Except as otherwise provided herein, the Conversion Price shall be the same as
the applicable Conversion Price defined in Article 3 above.
Article 6. Reports.
The Company will mail to the Holder hereof at its address as shown
on the Register (as defined in Section 8.2) a copy of any annual, quarterly or
current report that it files with the Securities and Exchange Commission
promptly after the filing thereof and a copy of any annual, quarterly or other
report or proxy statement that it gives to its shareholders generally at the
time such report or statement is sent to shareholders.

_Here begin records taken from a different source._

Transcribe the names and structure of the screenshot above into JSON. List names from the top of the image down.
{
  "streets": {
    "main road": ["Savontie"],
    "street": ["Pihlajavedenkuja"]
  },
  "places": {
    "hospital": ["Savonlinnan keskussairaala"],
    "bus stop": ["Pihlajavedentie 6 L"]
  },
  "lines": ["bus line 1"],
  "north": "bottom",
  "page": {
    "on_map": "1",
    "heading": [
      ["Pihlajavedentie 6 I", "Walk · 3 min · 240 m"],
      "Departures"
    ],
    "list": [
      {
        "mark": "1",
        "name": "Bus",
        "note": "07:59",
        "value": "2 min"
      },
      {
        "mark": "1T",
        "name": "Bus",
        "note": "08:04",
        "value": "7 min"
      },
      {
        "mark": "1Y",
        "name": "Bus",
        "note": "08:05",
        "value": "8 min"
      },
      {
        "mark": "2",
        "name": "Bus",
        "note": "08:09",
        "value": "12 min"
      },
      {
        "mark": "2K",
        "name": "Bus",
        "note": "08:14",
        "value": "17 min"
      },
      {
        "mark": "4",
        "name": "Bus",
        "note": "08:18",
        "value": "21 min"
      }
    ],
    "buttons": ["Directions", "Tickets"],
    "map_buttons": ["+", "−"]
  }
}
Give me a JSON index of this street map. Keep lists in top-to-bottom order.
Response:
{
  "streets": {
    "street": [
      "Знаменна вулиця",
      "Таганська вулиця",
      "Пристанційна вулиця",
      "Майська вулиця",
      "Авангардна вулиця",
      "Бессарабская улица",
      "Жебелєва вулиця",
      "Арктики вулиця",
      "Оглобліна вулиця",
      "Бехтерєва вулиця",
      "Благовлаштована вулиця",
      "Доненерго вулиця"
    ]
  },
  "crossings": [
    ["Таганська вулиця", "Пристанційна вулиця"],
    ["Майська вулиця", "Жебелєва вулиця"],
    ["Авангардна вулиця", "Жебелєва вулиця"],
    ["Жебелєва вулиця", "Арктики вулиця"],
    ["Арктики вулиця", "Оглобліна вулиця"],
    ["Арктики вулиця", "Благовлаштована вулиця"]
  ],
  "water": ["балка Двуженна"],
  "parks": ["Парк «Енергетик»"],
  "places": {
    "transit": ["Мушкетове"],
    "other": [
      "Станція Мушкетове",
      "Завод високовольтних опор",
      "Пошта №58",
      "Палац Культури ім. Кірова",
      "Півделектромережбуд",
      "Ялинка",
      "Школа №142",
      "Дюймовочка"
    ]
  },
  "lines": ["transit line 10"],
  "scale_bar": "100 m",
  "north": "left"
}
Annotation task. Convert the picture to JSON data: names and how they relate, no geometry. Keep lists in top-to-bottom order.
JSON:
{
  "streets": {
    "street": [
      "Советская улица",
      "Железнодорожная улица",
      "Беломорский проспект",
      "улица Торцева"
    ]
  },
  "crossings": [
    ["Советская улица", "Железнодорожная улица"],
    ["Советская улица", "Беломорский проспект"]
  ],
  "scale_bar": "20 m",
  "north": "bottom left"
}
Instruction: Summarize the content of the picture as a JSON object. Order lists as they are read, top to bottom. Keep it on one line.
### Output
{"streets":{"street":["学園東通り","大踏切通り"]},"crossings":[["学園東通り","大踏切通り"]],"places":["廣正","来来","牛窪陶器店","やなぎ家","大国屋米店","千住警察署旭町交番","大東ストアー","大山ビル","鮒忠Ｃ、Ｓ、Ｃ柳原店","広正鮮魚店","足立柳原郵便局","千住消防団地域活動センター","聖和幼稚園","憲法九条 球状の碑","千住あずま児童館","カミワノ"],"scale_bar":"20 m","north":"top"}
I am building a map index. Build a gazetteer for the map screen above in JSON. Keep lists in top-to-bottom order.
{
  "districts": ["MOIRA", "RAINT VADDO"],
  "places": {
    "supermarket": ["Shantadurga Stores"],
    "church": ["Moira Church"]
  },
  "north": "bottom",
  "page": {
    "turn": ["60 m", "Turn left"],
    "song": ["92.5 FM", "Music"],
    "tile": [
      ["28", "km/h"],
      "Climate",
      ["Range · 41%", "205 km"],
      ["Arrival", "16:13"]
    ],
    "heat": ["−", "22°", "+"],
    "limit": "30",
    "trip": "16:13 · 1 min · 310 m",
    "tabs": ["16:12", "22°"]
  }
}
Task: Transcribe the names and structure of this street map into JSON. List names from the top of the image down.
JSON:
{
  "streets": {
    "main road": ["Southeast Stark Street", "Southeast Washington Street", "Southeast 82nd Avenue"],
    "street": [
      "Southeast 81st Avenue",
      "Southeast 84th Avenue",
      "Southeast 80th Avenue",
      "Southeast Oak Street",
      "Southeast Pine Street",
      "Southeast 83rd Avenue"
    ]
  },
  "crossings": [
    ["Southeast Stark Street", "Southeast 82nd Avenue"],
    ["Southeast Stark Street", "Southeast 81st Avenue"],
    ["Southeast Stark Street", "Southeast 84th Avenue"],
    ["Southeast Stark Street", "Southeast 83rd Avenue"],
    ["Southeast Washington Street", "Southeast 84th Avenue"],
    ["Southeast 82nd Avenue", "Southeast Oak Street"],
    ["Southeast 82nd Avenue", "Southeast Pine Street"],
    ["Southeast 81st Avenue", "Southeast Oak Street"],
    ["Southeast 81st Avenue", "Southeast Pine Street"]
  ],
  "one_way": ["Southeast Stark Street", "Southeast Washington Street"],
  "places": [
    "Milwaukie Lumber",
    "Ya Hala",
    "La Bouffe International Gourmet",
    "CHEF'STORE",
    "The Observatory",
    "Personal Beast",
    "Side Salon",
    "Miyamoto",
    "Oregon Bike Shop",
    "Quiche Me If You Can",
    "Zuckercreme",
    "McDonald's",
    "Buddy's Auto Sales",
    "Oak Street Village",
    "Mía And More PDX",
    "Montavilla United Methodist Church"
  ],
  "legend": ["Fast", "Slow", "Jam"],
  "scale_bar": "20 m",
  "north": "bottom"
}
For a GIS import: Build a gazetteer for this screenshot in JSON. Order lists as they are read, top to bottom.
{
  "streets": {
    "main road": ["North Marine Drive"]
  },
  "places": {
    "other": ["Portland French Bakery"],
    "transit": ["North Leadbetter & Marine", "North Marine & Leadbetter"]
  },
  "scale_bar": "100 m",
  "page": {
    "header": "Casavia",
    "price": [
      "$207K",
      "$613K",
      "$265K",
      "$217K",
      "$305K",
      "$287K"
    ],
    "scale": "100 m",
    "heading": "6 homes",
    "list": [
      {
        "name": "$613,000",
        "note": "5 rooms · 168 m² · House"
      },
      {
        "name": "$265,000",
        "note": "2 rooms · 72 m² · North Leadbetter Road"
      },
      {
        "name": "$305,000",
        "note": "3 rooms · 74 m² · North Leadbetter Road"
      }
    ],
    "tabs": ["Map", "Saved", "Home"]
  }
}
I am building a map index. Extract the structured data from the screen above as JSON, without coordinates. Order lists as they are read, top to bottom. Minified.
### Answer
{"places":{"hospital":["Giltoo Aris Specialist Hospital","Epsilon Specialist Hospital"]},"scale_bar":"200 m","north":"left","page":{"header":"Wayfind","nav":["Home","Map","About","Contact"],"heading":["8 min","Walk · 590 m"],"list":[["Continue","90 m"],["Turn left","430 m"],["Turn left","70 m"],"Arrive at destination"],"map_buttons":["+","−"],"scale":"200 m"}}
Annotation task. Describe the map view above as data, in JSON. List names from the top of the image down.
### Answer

Article 7. Defaults and Remedies.
Section 7.1 Events of Default. An "Event of Default" shall be
deemed to have occurred if (a) the Company fails to issue Common Stock upon
conversion, within the time period specified in Section 2.2, (b) the Company
fails to comply with any of its other agreements in this Debenture and such
failure continues for thirty (30) days after receipt of written notice from the
Holder, (c) any of the representations or warranties made by the Company herein
or in the Agreement shall be false or misleading, in any material respect, as
of the date made or (d) the Company breaches, in any material respect, any of
its agreements contained in the Agreement. Notwithstanding the foregoing, the
Company's failure to have the Registration Statement declared effective within
one hundred twenty (120) days after the Closing shall not constitute an Event
of Default provided the Company complies with the obligations set forth in
Section 4.1 and provided further that such failure shall not prohibit the
Holder from pursuing any other rights and remedies available at law.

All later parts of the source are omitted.